Thomsen Niels O B, Olsen Lars H, Nielsen Steen T
Department of Radiology, Sønderborg Hospital, DK-6400 Sønderborg, Denmark.
J Orthop Sci. 2002;7(2):163-6. doi: 10.1007/s007760200028.
Studies using kappa statistics have been conducted with a varied but limited number of observers. The aim of this study was to evaluate the significance of multiple observers on kappa as a measure of observer variation. One hundred orthopedic specialists were asked to assess a random sample of ten sets of standard radiographs of 94 consecutive patients with ankle fractures. The observers were randomly allocated into four groups, which again were divided into subgroups with an increasing number of observers. Random subgroups of three observers revealed kappa values from 0.20 to 0.64 in the Lauge-Hansen and 0.27 to 0.90 in the Weber classification system. With an increasing number of observers in the subgroups, kappa stabilizes around a mean value, indicating that the sampling variation and standard error decrease. The standard error found in this study makes kappa questionable as a measure for agreement among a small number of observers. Thus, kappa values obtained for a given diagnostic tool at one department are not directly comparable with results from other departments. We conclude that kappa cannot stand alone as a simple measure of observer variation.
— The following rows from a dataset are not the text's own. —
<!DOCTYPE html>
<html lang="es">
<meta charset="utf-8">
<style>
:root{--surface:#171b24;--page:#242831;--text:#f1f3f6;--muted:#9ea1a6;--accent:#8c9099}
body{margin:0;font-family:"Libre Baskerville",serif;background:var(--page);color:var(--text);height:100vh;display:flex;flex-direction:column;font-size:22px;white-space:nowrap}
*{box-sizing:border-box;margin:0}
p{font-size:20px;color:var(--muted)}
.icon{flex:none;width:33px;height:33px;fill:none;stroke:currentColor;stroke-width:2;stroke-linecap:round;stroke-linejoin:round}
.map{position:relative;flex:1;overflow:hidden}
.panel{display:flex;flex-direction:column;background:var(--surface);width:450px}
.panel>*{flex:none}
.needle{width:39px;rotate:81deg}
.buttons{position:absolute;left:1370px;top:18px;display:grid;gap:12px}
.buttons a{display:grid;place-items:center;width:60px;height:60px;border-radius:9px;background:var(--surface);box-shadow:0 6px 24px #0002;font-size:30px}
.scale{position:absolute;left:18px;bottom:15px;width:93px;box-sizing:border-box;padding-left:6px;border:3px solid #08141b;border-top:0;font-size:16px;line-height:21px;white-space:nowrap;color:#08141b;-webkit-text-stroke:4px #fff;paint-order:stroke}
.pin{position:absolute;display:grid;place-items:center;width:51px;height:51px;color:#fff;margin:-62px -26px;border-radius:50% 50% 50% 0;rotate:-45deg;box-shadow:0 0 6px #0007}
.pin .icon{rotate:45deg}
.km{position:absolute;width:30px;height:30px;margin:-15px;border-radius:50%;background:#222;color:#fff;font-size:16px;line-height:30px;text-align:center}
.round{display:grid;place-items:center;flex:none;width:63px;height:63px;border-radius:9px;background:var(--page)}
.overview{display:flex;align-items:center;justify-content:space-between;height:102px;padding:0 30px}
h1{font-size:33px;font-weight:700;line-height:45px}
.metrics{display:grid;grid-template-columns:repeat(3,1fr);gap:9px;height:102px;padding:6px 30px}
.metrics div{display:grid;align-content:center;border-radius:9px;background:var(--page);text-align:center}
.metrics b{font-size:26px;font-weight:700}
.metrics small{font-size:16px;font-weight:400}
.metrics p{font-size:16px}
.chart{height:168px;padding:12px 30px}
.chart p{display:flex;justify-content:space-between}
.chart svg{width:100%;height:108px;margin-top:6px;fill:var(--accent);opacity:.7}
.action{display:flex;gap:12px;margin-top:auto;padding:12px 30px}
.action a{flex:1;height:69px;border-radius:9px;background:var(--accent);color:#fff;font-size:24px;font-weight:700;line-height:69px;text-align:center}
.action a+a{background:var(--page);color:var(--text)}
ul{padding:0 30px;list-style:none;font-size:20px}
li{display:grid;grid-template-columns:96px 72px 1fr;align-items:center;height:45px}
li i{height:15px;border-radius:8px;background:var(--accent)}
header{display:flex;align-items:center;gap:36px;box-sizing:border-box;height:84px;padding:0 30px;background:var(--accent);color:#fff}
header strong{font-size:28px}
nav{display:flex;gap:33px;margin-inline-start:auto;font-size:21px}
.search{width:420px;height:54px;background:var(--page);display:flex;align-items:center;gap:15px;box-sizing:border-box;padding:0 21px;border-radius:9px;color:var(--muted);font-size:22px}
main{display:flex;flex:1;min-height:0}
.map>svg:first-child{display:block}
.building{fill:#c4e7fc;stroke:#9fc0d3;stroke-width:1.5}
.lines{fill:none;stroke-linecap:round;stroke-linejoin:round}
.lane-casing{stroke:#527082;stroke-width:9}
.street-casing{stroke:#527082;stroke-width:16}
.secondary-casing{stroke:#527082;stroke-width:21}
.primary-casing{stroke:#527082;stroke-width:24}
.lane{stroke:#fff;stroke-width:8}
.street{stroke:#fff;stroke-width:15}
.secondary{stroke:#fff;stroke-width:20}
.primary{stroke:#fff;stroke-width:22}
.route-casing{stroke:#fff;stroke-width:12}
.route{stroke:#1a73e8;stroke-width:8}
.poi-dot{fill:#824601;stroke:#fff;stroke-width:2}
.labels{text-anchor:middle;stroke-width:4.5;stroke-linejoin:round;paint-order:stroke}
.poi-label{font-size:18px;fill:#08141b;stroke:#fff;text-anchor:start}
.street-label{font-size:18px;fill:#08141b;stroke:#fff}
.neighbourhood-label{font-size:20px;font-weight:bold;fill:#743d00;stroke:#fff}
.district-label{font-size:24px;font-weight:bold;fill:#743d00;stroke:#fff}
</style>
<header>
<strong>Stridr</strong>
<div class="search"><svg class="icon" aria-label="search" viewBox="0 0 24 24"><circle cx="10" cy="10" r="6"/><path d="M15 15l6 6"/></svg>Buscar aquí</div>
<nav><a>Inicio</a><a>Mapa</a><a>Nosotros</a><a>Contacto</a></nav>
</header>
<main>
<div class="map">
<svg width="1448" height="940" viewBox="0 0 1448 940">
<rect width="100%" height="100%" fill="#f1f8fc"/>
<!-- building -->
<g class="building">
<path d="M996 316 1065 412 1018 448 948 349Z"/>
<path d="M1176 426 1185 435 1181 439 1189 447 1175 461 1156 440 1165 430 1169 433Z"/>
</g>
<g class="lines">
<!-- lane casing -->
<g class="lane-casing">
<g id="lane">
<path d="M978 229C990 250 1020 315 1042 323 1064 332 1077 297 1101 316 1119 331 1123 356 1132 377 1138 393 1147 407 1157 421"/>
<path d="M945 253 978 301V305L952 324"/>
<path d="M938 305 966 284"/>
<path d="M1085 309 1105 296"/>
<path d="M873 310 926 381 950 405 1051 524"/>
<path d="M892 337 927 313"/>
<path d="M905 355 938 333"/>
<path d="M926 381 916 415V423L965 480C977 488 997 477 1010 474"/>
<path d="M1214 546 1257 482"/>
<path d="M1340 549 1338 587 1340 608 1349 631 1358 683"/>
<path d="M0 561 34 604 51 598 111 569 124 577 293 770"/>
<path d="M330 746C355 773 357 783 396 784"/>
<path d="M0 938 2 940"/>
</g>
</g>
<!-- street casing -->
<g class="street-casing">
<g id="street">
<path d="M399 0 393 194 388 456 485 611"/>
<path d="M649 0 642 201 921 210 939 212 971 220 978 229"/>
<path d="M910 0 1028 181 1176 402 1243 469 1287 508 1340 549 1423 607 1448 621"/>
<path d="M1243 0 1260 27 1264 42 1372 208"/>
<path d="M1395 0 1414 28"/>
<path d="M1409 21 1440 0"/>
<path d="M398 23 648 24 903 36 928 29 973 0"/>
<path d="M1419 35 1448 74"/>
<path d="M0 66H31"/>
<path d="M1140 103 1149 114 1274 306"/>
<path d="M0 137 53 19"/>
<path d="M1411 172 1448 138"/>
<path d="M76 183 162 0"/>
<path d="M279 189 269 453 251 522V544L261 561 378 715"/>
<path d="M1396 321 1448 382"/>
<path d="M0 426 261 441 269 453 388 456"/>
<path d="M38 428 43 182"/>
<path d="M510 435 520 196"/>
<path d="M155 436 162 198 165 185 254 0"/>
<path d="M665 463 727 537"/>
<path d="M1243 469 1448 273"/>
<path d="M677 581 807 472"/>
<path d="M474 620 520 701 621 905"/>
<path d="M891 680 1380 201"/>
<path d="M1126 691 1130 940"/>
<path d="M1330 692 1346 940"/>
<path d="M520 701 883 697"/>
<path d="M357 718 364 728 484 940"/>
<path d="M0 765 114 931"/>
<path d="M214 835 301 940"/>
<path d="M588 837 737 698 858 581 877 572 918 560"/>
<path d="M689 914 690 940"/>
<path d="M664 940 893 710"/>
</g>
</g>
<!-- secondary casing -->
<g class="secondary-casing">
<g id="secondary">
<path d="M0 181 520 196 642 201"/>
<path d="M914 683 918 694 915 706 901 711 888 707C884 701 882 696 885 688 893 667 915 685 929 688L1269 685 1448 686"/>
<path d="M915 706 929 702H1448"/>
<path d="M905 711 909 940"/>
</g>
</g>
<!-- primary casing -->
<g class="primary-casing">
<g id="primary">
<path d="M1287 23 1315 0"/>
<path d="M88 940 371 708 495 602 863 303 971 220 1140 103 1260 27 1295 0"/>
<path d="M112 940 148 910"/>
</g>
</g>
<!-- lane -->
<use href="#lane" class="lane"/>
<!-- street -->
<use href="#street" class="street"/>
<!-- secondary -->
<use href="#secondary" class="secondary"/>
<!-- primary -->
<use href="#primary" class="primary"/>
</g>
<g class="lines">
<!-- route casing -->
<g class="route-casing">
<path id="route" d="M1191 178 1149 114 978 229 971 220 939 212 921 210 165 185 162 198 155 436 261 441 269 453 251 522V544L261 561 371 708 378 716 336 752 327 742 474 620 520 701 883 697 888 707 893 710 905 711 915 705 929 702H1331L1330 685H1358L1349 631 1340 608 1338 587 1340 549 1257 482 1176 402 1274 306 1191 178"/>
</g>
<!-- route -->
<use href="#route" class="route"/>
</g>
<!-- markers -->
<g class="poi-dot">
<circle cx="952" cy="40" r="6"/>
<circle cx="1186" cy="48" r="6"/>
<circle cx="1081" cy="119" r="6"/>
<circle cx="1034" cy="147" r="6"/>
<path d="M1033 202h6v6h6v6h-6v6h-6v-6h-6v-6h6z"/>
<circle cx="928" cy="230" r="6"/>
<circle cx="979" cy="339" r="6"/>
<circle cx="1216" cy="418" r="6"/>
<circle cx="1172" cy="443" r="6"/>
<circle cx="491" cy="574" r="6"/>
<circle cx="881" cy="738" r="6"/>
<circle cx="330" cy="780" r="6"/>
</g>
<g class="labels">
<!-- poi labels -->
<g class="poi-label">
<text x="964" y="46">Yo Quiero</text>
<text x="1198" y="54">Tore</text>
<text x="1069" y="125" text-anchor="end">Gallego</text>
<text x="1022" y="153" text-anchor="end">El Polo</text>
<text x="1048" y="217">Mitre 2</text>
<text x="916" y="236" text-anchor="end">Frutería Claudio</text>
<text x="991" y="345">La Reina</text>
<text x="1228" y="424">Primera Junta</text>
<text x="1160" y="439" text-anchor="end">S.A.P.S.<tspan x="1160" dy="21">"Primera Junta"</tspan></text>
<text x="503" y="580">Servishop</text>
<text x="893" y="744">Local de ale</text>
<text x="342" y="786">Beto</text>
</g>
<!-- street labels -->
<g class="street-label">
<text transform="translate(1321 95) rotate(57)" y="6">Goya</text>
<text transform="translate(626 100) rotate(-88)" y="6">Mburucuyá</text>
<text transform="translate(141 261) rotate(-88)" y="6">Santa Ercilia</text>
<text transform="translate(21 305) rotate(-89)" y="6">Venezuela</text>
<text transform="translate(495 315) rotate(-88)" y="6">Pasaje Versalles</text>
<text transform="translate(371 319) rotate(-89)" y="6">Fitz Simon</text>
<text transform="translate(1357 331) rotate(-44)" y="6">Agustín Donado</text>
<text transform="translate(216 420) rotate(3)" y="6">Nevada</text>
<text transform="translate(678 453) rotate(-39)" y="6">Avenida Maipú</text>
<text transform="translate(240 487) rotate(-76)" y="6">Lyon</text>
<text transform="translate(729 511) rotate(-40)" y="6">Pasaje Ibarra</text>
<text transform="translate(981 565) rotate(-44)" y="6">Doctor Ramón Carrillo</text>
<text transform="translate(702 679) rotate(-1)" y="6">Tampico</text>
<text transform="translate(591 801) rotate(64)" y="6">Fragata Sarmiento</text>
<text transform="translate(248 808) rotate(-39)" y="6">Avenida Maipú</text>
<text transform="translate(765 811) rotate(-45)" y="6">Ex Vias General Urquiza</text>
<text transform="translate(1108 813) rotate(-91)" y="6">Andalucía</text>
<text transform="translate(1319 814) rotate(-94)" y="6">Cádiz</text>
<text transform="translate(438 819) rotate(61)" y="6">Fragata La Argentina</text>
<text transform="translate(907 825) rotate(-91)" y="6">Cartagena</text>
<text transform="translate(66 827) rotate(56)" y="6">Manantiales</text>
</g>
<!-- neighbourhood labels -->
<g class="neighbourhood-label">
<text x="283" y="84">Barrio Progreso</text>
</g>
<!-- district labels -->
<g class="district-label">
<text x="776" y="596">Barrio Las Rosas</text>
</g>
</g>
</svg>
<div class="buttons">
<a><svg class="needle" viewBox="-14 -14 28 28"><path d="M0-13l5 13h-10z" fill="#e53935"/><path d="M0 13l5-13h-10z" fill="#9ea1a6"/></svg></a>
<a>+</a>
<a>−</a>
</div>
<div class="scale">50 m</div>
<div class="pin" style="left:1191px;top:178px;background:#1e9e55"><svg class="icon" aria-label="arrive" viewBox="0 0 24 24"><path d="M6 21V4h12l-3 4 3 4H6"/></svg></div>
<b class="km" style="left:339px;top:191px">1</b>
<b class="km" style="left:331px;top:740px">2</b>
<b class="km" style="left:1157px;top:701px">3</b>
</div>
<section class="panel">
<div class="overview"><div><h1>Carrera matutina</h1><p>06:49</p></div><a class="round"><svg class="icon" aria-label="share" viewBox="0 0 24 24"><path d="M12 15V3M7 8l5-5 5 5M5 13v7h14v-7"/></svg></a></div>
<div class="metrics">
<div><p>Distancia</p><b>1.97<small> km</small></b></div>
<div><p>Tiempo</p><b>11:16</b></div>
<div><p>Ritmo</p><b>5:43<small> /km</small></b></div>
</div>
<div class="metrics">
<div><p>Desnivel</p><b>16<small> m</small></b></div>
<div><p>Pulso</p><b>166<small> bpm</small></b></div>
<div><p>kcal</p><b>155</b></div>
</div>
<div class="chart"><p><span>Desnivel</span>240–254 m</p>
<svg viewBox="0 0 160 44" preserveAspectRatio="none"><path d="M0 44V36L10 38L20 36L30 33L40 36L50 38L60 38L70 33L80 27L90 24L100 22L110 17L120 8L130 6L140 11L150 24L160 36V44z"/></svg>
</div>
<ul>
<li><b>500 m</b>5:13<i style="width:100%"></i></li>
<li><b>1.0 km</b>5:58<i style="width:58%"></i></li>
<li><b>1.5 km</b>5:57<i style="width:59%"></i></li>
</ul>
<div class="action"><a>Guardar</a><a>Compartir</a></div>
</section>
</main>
已有研究使用卡帕统计量对数量各异但有限的观察者进行了分析。本研究的目的是评估多名观察者对作为观察者变异度量指标的卡帕值的意义。邀请了100名骨科专家对94例连续踝关节骨折患者的10套标准X光片随机样本进行评估。观察者被随机分为四组,每组又根据观察者数量的增加进一步分为多个亚组。由三名观察者组成的随机亚组在Lauge-Hansen分类系统中的卡帕值为0.20至0.64,在Weber分类系统中为0.27至0.90。随着亚组中观察者数量的增加,卡帕值围绕一个平均值趋于稳定,这表明抽样变异和标准误差在减小。本研究中发现的标准误差使得卡帕值作为少数观察者之间一致性的度量指标存在疑问。因此,在一个科室针对某一诊断工具获得的卡帕值与其他科室的结果无法直接比较。我们得出结论,卡帕值不能单独作为观察者变异的简单度量指标。